● TASK STATEMENT: What is needed is an exact copy of every record below.

● DATA FOR ANALYSIS:
== Segment start ==
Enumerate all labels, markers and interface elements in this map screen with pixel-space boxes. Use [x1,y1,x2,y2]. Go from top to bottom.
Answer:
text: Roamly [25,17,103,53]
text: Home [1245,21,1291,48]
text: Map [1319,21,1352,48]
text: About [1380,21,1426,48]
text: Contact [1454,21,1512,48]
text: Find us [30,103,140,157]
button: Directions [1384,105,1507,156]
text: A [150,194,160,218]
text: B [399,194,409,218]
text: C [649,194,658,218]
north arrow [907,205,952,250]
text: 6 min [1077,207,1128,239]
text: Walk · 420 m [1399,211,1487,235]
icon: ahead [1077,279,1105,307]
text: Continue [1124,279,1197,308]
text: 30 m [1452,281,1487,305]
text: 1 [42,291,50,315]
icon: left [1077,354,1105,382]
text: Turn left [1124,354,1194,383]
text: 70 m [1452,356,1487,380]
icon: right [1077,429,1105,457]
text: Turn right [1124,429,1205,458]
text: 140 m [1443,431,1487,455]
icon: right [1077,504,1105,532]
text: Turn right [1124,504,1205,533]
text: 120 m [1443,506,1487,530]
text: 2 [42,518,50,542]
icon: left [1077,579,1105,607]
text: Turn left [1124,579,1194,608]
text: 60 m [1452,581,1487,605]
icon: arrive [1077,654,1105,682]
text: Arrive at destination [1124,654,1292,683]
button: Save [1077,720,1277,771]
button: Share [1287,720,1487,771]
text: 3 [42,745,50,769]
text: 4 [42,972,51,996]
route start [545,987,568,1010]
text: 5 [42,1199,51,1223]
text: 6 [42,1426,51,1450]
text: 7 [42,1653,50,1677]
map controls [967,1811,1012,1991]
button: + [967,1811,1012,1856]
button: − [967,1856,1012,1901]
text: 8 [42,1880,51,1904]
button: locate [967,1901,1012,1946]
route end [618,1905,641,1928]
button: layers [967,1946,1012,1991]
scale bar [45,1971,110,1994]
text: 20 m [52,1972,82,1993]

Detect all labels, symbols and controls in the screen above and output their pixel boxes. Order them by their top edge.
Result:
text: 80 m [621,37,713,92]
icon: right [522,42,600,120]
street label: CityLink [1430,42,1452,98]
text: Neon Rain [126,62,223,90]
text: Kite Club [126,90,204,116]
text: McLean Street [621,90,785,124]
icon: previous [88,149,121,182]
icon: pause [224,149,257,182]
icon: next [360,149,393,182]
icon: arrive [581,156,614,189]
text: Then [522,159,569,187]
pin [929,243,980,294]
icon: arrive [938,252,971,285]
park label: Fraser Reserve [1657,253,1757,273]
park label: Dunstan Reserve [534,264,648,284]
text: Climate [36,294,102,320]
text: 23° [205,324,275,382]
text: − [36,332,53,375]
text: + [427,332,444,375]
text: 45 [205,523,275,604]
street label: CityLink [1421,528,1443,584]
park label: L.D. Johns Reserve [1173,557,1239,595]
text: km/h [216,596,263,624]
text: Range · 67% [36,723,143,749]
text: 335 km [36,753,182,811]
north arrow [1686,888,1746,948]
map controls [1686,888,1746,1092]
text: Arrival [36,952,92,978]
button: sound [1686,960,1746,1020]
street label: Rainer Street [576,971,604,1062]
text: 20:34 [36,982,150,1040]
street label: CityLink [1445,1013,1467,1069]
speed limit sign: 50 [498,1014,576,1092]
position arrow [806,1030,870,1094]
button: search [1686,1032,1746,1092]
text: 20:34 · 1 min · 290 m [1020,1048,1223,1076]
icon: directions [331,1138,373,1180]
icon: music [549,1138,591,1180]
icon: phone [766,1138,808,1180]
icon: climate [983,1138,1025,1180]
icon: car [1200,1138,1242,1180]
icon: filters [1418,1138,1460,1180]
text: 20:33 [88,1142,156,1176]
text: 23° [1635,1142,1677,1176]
== Segment end ==
● EXERCISE OUTPUT:
Enumerate all labels, markers and interface elements in this map screen with pixel-space boxes. Use [x1,y1,x2,y2]. Go from top to bottom.
Answer:
text: Roamly [25,17,103,53]
text: Home [1245,21,1291,48]
text: Map [1319,21,1352,48]
text: About [1380,21,1426,48]
text: Contact [1454,21,1512,48]
text: Find us [30,103,140,157]
button: Directions [1384,105,1507,156]
text: A [150,194,160,218]
text: B [399,194,409,218]
text: C [649,194,658,218]
north arrow [907,205,952,250]
text: 6 min [1077,207,1128,239]
text: Walk · 420 m [1399,211,1487,235]
icon: ahead [1077,279,1105,307]
text: Continue [1124,279,1197,308]
text: 30 m [1452,281,1487,305]
text: 1 [42,291,50,315]
icon: left [1077,354,1105,382]
text: Turn left [1124,354,1194,383]
text: 70 m [1452,356,1487,380]
icon: right [1077,429,1105,457]
text: Turn right [1124,429,1205,458]
text: 140 m [1443,431,1487,455]
icon: right [1077,504,1105,532]
text: Turn right [1124,504,1205,533]
text: 120 m [1443,506,1487,530]
text: 2 [42,518,50,542]
icon: left [1077,579,1105,607]
text: Turn left [1124,579,1194,608]
text: 60 m [1452,581,1487,605]
icon: arrive [1077,654,1105,682]
text: Arrive at destination [1124,654,1292,683]
button: Save [1077,720,1277,771]
button: Share [1287,720,1487,771]
text: 3 [42,745,50,769]
text: 4 [42,972,51,996]
route start [545,987,568,1010]
text: 5 [42,1199,51,1223]
text: 6 [42,1426,51,1450]
text: 7 [42,1653,50,1677]
map controls [967,1811,1012,1991]
button: + [967,1811,1012,1856]
button: − [967,1856,1012,1901]
text: 8 [42,1880,51,1904]
button: locate [967,1901,1012,1946]
route end [618,1905,641,1928]
button: layers [967,1946,1012,1991]
scale bar [45,1971,110,1994]
text: 20 m [52,1972,82,1993]

Detect all labels, symbols and controls in the screen above and output their pixel boxes. Order them by their top edge.
Result:
text: 80 m [621,37,713,92]
icon: right [522,42,600,120]
street label: CityLink [1430,42,1452,98]
text: Neon Rain [126,62,223,90]
text: Kite Club [126,90,204,116]
text: McLean Street [621,90,785,124]
icon: previous [88,149,121,182]
icon: pause [224,149,257,182]
icon: next [360,149,393,182]
icon: arrive [581,156,614,189]
text: Then [522,159,569,187]
pin [929,243,980,294]
icon: arrive [938,252,971,285]
park label: Fraser Reserve [1657,253,1757,273]
park label: Dunstan Reserve [534,264,648,284]
text: Climate [36,294,102,320]
text: 23° [205,324,275,382]
text: − [36,332,53,375]
text: + [427,332,444,375]
text: 45 [205,523,275,604]
street label: CityLink [1421,528,1443,584]
park label: L.D. Johns Reserve [1173,557,1239,595]
text: km/h [216,596,263,624]
text: Range · 67% [36,723,143,749]
text: 335 km [36,753,182,811]
north arrow [1686,888,1746,948]
map controls [1686,888,1746,1092]
text: Arrival [36,952,92,978]
button: sound [1686,960,1746,1020]
street label: Rainer Street [576,971,604,1062]
text: 20:34 [36,982,150,1040]
street label: CityLink [1445,1013,1467,1069]
speed limit sign: 50 [498,1014,576,1092]
position arrow [806,1030,870,1094]
button: search [1686,1032,1746,1092]
text: 20:34 · 1 min · 290 m [1020,1048,1223,1076]
icon: directions [331,1138,373,1180]
icon: music [549,1138,591,1180]
icon: phone [766,1138,808,1180]
icon: climate [983,1138,1025,1180]
icon: car [1200,1138,1242,1180]
icon: filters [1418,1138,1460,1180]
text: 20:33 [88,1142,156,1176]
text: 23° [1635,1142,1677,1176]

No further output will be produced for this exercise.